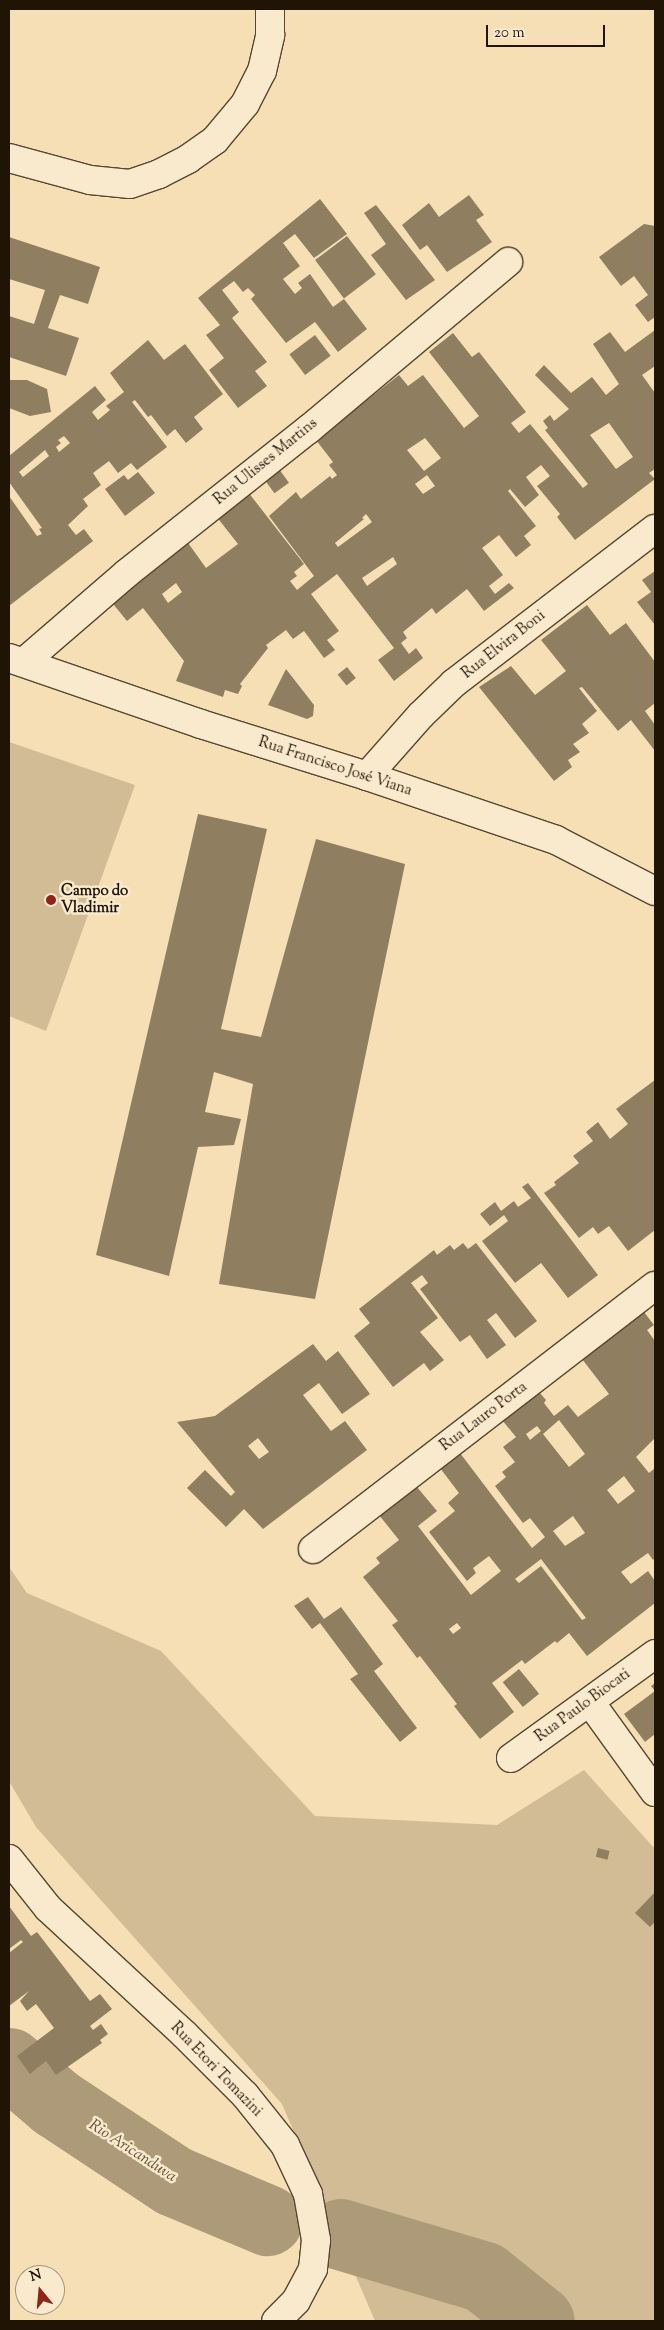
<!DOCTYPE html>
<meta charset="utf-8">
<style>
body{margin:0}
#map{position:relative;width:664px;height:2330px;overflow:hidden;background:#f6dfb4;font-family:"Sorts Mill Goudy",serif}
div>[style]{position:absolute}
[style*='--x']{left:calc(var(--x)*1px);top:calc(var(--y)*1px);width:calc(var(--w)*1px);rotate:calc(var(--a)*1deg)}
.green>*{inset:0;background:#d2bc96}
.river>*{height:71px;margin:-35.5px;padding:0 35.5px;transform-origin:35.5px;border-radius:35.5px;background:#ad9a78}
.building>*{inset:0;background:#8f7e60;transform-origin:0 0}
.roads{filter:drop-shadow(1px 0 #564731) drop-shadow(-1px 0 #564731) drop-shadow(0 1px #564731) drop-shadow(0 -1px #564731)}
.minor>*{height:28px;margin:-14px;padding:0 14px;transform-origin:14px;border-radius:14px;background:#f9eace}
.dots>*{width:14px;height:14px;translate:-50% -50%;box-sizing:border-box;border:2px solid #f9eace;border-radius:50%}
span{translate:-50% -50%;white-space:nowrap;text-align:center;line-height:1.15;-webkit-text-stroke:5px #f9eace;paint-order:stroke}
.street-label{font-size:15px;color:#201405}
.poi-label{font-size:15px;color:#201405;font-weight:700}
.left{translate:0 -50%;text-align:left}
.water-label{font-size:16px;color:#5f5039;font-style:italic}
.frame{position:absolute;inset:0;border:10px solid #201405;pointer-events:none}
.north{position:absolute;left:15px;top:2265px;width:50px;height:50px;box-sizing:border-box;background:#f9eace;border:1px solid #a2947e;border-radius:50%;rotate:343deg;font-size:14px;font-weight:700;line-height:20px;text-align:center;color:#201405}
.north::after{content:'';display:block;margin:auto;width:18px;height:22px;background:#8f2418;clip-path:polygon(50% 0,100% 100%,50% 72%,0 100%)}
.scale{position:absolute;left:486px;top:25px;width:119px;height:22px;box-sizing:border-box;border:2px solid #201405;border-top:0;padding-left:6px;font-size:15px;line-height:18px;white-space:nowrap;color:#201405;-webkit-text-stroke:4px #f9eace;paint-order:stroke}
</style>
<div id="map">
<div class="green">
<div style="clip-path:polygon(9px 742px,135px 785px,46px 1031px,9px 1016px)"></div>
<div style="clip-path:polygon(9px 1567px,27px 1593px,161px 1651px,315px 1816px,497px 1825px,584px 1770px,655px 1849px,655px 2321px,375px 2321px,282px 2104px,36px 1827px,9px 1781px)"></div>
</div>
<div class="river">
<div style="--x:9;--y:2063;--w:62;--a:40.4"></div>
<div style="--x:56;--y:2103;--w:141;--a:33.5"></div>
<div style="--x:174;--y:2181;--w:101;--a:22.8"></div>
<div style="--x:340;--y:2234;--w:150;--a:16.6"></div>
<div style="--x:484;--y:2277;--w:70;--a:38.7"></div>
</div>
<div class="building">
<div style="clip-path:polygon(469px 195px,484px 215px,476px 220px,492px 242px,447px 272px,427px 245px,420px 250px,402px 225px,429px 203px,439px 217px)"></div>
<div style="clip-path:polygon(320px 199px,347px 234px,314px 258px,295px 234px,283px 243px,300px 266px,283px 279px,295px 294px,302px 288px,298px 283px,310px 274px,333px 307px,344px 299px,367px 329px,338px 352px,315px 322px,286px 343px,251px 299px,255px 295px,248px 288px,243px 292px,234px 281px,222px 290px,239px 312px,232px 318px,267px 362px,255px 371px,267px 386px,238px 408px,209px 370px,224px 358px,206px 335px,220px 325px,198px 298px)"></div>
<div style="clip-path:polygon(376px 205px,435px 280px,406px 300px,371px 255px,386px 244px,364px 213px)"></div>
<div style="clip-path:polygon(644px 224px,655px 226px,655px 317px,648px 322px,635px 305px,648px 295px,634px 276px,621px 286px,599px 257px)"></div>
<div style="left:347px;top:236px;width:48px;height:40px;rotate:53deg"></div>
<div style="clip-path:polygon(9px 237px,100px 267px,88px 304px,60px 295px,48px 328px,79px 338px,66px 376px,9px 357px,9px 316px,34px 324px,45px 290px,9px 279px)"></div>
<div style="clip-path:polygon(evenodd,655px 330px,655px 366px,642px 375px,655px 393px,655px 469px,649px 473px,655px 479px,575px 540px,557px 517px,560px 514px,537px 486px,550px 476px,541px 465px,526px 477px,539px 495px,525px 507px,510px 489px,508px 491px,536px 526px,524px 536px,531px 545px,516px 557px,499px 535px,482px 548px,503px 575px,489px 586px,495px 594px,509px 583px,514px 588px,484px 611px,467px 589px,436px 614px,432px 608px,403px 632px,407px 638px,401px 643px,409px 654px,416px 648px,423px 658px,394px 681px,378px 660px,394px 648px,337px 574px,311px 594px,339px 631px,327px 640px,335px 650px,324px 658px,304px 631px,293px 639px,286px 630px,266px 645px,268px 648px,240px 684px,242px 686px,238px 694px,225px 690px,223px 697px,176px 681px,184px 661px,143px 608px,127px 621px,109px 599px,148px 570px,151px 573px,162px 565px,159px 561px,186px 540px,206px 568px,238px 544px,216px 516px,248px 492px,304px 564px,294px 572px,297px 576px,290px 581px,297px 590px,314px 576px,269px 516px,296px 492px,301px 499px,330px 476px,332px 479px,337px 475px,329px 465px,333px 462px,316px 440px,399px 375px,408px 386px,423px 375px,464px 428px,479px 416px,429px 352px,453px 333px,472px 357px,479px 352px,526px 412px,511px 423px,519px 433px,530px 424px,583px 488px,588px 484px,545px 430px,548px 428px,543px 421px,550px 415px,554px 421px,569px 409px,535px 375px,544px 365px,571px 393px,592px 377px,606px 395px,619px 384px,593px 344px,610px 332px,625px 352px,655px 330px,609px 423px,633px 457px,616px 469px,590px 435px,609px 423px,655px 330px,425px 438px,441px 458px,424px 471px,407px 450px,425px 438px,655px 330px,427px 475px,435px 486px,423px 494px,415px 484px,427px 475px,655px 330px,366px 514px,372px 522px,338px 547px,335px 543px,364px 519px,362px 518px,366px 514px,655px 330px,393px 557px,397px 564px,367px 586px,362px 578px,393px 557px,655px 330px,176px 583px,182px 592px,168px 603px,162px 594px,176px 583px)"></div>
<div style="left:315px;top:335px;width:26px;height:32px;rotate:53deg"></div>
<div style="clip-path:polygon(evenodd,148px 340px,164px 360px,185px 344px,223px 394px,194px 417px,203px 429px,186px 443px,175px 429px,167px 436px,151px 415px,148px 417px,135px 400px,132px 402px,167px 447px,137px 470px,131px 463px,118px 473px,109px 461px,93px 473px,101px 485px,83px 499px,88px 506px,68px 525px,76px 535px,84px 529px,93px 541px,9px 606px,9px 496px,37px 536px,42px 534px,39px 529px,42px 528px,9px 482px,9px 456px,95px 386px,106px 400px,92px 412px,98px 420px,110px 410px,106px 406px,124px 392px,110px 373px,148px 340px,64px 436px,70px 443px,59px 452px,56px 447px,61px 443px,58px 440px,64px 436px,148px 340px,45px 450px,49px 456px,23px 477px,19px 472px,45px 450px)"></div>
<div style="clip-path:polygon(9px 380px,27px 380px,47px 389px,51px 412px,30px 416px,9px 408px)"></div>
<div style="left:279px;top:469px;width:17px;height:18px;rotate:54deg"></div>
<div style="clip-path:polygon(138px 472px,155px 493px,125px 516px,105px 489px,124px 475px,128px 480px)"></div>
<div style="clip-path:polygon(655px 571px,655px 625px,637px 602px,651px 592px,642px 580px)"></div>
<div style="clip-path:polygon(587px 605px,610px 635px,626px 623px,655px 662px,655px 703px,645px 711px,655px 725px,655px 751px,631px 720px,618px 731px,582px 687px,579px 688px,597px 711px,582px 724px,589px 733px,573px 744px,580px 752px,568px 760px,572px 767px,554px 781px,479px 687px,511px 666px,535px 695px,566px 671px,541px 640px)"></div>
<div style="left:347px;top:667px;width:14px;height:12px;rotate:51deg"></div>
<div style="clip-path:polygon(286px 669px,314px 705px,313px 716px,307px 719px,268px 705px)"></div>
<div style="clip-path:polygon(198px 814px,267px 829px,221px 1029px,261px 1037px,316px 839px,405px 864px,315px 1299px,219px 1284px,253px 1084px,214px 1072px,205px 1112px,241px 1119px,234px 1145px,198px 1147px,169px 1276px,96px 1255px)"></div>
<div style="clip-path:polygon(655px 1080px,655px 1230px,628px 1251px,609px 1226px,598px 1234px,593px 1227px,579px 1238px,544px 1193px,556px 1185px,554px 1182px,579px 1163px,573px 1156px,593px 1141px,586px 1132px,598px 1122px,610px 1139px,628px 1124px,616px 1109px)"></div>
<div style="clip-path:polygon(528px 1183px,598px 1275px,568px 1298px,541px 1263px,515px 1283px,482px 1241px,508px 1221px,504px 1215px,490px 1226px,480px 1214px,495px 1202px,501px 1211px,514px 1201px,518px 1207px,531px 1198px,522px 1187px)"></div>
<div style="clip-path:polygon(463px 1243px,468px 1249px,476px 1243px,537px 1321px,515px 1338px,496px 1313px,487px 1320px,506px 1345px,487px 1359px,470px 1335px,460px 1342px,420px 1289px,428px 1283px,422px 1275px,411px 1283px,438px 1318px,420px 1332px,444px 1360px,430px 1371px,424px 1363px,393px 1387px,354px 1336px,370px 1323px,359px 1309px,434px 1250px,437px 1255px,450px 1245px,454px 1250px)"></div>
<div style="clip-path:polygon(evenodd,644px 1312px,654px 1325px,647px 1330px,655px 1341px,655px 1438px,636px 1457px,649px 1473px,655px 1468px,655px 1558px,653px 1560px,648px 1553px,621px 1572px,631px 1584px,648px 1571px,655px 1581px,655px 1603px,587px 1656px,569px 1633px,557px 1643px,555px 1641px,525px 1664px,522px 1660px,492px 1683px,514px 1712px,480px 1739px,454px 1706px,457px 1704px,420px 1656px,417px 1658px,392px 1625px,398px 1621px,363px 1577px,380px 1563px,376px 1558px,399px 1540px,379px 1515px,417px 1487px,437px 1511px,418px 1526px,471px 1595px,501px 1571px,489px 1556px,473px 1568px,476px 1573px,467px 1581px,429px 1532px,455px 1511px,448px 1503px,459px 1493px,440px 1468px,460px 1453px,532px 1548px,545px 1537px,530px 1518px,523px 1523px,495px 1486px,506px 1477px,502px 1472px,515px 1462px,503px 1447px,516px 1437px,502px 1420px,539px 1392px,546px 1400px,544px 1403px,554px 1416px,568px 1405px,578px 1417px,609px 1394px,582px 1359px,644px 1312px,559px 1420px,585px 1454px,569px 1467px,543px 1434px,559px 1420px,644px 1312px,537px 1426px,541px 1431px,530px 1440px,526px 1434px,537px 1426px,644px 1312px,624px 1476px,635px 1491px,618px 1504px,607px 1490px,624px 1476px,644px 1312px,573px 1516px,585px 1533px,565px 1546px,553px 1531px,573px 1516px,644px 1312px,541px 1559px,586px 1618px,582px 1620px,541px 1566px,519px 1583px,515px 1579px,541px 1559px,644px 1312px,457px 1623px,461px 1628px,453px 1634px,449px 1629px,457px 1623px)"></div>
<div style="clip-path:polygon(evenodd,313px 1344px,326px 1361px,338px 1351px,370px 1394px,342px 1414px,319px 1383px,303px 1395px,331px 1431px,345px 1421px,367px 1450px,263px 1529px,244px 1509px,226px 1527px,187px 1488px,205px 1470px,231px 1496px,235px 1492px,177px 1422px,215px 1416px,313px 1344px,258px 1438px,269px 1452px,259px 1459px,248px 1446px,258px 1438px)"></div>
<div style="clip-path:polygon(308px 1597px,324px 1619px,341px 1607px,383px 1664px,374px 1671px,417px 1728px,400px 1742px,350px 1679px,358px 1674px,320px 1623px,312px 1629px,294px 1606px)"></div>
<div style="left:519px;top:1669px;width:32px;height:21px;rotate:51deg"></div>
<div style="clip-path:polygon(655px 1683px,655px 1734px,645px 1742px,624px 1714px,655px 1691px,651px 1686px)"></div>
<div style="left:598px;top:1848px;width:12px;height:9px;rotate:14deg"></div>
<div style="clip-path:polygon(655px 1892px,655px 1922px,650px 1927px,635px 1913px)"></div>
<div style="clip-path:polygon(9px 1906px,31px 1936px,37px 1932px,90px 2001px,100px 1994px,112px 2009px,90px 2026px,93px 2030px,101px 2024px,108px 2034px,100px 2040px,102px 2043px,56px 2075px,46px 2061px,30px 2074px,17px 2056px,54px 2028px,36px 2004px,27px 2011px,20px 2001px,29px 1991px,9px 2006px,9px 1953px,23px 1942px,21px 1940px,9px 1949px)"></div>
</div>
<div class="roads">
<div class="minor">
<div style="--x:9;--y:158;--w:84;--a:15.2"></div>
<div style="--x:90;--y:180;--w:40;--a:5.7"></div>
<div style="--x:130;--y:184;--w:31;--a:-19"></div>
<div style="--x:159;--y:174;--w:33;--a:-27"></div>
<div style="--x:188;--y:159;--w:33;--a:-35"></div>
<div style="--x:215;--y:140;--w:47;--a:-50.2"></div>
<div style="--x:245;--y:104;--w:37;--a:-63"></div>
<div style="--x:262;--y:71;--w:37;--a:-77"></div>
<div style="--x:270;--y:35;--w:26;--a:-90"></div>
<div style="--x:9;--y:658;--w:203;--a:19"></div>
<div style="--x:201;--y:724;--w:174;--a:17.4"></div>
<div style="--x:367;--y:776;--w:200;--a:18.7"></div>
<div style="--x:556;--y:840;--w:111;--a:27.3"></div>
<div style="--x:24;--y:662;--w:136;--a:-40.8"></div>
<div style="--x:127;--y:573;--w:232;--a:-38.4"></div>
<div style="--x:309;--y:429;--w:260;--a:-40"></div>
<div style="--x:367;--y:776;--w:81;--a:-48.5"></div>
<div style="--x:421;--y:715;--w:46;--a:-44.1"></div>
<div style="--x:454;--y:683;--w:253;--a:-37.5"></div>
<div style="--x:313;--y:1549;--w:431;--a:-37.6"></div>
<div style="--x:590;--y:1702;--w:111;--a:54.2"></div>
<div style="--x:511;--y:1758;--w:178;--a:-35.8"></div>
<div style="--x:9;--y:1859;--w:63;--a:51.5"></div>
<div style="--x:48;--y:1908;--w:185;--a:42.8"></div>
<div style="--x:184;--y:2034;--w:86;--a:45"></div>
<div style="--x:245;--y:2095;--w:64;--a:51.3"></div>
<div style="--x:285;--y:2145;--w:54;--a:64.9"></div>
<div style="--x:308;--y:2194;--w:47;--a:80.1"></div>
<div style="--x:316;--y:2240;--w:29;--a:96"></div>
<div style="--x:313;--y:2269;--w:36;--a:118"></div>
<div style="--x:296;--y:2301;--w:28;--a:135"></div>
</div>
</div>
<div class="dots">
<div style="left:51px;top:900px;background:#8f2418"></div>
</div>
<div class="street-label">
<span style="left:266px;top:462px;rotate:-39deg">Rua Ulisses Martins</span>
<span style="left:504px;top:645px;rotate:-38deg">Rua Elvira Boni</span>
<span style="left:335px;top:767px;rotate:18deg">Rua Francisco José Viana</span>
<span style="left:484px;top:1417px;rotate:-37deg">Rua Lauro Porta</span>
<span style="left:583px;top:1706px;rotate:-36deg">Rua Paulo Biocati</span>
<span style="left:216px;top:2070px;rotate:46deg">Rua Etori Tomazini</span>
</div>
<div class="poi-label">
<span class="left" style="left:61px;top:900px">Campo do<br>Vladimir</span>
</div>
<div class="water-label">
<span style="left:132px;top:2152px;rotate:33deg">Rio Aricanduva</span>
</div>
<div class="frame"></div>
<div class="north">N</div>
<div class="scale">20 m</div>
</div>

#####

▶ _Work instruction_
Each line carrying the string "river" should be copied out from the entries.

▶ _Response_
.river>*{height:71px;margin:-35.5px;padding:0 35.5px;transform-origin:35.5px;border-radius:35.5px;background:#ad9a78}
<div class="river">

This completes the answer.